(Task requirements): Go line by line through the entries and show those that hold the string "Jana".

(Exercise material):
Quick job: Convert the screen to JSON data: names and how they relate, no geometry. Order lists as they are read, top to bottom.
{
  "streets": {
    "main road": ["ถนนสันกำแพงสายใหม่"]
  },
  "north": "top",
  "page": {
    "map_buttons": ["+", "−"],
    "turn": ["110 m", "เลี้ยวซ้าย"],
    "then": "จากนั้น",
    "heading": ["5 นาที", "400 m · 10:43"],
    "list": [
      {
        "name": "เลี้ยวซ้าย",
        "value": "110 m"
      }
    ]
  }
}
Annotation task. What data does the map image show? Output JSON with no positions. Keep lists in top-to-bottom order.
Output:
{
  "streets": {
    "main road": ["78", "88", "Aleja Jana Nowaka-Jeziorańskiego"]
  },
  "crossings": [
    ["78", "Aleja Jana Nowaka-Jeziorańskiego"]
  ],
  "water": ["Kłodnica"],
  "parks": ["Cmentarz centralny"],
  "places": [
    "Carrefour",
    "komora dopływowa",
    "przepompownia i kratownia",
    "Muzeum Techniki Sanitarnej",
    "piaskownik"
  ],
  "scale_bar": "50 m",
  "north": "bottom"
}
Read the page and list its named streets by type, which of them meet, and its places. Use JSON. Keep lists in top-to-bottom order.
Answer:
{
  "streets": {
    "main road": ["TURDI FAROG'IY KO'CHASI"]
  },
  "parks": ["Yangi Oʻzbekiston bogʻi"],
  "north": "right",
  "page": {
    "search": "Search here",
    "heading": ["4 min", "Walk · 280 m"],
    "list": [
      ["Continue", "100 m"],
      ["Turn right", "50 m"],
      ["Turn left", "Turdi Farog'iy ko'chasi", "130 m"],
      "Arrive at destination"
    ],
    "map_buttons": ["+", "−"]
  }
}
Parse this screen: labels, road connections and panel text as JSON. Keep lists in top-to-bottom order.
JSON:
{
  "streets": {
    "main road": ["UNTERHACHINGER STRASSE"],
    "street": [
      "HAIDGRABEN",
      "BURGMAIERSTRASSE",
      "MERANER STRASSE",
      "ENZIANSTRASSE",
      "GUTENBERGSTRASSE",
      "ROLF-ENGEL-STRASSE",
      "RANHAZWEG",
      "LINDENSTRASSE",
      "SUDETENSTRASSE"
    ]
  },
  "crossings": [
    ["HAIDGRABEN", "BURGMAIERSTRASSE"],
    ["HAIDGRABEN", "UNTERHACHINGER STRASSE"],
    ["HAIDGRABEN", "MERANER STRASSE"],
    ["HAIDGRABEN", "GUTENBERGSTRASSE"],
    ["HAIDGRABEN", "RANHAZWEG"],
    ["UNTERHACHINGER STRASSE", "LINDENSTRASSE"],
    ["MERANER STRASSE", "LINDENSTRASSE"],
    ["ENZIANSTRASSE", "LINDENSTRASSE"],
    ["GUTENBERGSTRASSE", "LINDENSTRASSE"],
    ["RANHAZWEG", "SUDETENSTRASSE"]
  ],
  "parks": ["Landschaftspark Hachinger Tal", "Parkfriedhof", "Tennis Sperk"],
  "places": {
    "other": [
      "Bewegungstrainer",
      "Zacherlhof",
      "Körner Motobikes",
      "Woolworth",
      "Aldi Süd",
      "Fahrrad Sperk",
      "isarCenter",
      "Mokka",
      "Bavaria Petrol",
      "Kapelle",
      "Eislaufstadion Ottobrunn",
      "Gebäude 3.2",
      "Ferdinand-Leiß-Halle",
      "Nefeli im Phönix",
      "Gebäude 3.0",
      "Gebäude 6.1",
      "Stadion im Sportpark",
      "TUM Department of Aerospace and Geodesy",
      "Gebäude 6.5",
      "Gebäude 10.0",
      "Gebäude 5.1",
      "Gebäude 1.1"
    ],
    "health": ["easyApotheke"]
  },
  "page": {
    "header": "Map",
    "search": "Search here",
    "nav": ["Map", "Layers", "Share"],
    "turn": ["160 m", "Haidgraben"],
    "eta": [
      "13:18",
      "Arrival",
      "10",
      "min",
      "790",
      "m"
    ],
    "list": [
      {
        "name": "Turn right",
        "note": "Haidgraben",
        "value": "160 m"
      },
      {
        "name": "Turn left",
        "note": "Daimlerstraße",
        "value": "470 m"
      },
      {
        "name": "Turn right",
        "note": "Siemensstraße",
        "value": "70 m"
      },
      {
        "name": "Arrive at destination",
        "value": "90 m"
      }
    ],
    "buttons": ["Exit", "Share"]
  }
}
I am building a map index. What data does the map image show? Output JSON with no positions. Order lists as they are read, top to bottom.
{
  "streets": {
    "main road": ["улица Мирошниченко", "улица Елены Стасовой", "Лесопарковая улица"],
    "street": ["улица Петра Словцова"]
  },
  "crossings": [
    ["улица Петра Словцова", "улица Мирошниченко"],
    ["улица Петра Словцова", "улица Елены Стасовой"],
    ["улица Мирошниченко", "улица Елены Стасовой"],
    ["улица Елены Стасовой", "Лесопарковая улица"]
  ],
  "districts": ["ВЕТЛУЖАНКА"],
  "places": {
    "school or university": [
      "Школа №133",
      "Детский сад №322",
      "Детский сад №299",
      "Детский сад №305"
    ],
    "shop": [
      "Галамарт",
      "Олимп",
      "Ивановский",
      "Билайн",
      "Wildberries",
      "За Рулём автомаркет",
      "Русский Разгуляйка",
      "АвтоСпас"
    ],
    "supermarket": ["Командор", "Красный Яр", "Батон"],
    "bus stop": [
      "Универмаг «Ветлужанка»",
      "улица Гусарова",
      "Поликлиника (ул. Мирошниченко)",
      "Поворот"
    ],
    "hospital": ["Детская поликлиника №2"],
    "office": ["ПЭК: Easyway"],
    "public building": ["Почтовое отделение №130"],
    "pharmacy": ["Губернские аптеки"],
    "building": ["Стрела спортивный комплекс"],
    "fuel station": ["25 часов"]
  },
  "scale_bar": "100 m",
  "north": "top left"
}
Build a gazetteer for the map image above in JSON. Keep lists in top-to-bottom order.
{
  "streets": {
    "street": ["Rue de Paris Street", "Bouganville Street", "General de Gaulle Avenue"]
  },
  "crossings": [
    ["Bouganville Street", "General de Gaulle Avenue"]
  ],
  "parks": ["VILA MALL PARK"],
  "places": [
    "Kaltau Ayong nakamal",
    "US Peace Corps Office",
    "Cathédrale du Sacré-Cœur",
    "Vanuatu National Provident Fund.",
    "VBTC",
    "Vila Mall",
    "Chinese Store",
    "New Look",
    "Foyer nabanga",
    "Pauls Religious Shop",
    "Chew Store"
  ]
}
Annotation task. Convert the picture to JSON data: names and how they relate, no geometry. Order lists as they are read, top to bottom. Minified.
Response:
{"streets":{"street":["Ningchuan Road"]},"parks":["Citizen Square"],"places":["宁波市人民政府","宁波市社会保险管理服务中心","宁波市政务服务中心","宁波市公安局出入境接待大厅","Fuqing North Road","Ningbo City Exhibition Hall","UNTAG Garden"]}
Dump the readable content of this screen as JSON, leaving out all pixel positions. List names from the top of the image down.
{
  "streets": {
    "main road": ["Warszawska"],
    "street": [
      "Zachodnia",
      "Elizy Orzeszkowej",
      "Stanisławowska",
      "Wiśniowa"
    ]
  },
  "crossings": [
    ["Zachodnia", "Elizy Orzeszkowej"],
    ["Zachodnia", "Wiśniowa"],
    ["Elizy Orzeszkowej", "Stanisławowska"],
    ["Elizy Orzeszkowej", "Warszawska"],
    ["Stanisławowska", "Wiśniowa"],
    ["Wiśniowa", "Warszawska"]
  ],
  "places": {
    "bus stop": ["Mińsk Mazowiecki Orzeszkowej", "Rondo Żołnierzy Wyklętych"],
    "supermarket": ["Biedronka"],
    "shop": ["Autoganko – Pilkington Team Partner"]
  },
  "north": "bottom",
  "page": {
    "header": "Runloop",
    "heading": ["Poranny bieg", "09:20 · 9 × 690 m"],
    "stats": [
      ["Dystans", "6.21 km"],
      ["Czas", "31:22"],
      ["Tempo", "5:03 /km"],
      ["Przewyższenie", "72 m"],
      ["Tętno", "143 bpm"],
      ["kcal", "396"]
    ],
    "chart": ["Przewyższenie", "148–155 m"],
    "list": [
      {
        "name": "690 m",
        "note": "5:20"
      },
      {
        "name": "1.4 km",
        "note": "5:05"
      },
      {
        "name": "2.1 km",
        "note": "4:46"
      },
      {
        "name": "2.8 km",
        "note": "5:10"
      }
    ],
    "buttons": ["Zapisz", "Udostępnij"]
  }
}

(Answer):
    "main road": ["78", "88", "Aleja Jana Nowaka-Jeziorańskiego"]
    ["78", "Aleja Jana Nowaka-Jeziorańskiego"]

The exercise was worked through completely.